***** RECORDS FOR THE EXERCISE *****
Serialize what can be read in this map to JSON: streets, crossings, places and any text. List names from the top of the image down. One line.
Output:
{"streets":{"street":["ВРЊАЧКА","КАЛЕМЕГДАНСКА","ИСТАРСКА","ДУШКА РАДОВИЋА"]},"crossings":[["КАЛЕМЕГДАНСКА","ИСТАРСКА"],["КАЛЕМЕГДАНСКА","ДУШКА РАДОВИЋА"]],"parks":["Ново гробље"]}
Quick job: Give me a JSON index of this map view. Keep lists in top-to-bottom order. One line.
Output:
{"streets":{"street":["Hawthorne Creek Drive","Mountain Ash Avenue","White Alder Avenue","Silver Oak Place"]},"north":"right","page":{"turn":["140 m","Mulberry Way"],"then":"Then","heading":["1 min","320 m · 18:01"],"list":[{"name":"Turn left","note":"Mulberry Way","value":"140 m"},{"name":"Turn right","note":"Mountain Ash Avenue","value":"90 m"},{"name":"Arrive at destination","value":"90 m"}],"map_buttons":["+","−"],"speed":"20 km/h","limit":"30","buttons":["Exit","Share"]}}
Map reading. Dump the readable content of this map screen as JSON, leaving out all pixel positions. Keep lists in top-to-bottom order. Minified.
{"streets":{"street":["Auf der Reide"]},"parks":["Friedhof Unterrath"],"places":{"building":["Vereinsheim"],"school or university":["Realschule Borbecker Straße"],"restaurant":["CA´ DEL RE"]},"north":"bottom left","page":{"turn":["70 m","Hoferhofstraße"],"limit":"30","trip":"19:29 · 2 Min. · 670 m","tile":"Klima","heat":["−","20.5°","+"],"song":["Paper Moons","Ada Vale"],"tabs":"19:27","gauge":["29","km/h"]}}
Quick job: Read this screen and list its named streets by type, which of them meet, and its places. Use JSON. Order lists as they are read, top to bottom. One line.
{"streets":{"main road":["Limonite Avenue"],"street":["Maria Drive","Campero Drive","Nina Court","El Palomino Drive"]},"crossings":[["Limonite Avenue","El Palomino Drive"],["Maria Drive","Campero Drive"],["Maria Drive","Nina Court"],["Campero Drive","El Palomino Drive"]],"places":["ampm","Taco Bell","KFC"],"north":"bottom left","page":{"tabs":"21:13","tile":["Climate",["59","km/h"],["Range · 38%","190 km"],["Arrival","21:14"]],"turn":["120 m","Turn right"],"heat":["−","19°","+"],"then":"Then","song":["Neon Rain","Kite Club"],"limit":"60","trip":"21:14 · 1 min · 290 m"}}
*****
# ACTION ITEM
All lines from the one containing "Quick job: Read" through the end of the records, both ends included, are to be quoted exactly; please add nothing else.

# RESULT OF THE EXERCISE
Quick job: Read this screen and list its named streets by type, which of them meet, and its places. Use JSON. Order lists as they are read, top to bottom. One line.
{"streets":{"main road":["Limonite Avenue"],"street":["Maria Drive","Campero Drive","Nina Court","El Palomino Drive"]},"crossings":[["Limonite Avenue","El Palomino Drive"],["Maria Drive","Campero Drive"],["Maria Drive","Nina Court"],["Campero Drive","El Palomino Drive"]],"places":["ampm","Taco Bell","KFC"],"north":"bottom left","page":{"tabs":"21:13","tile":["Climate",["59","km/h"],["Range · 38%","190 km"],["Arrival","21:14"]],"turn":["120 m","Turn right"],"heat":["−","19°","+"],"then":"Then","song":["Neon Rain","Kite Club"],"limit":"60","trip":"21:14 · 1 min · 290 m"}}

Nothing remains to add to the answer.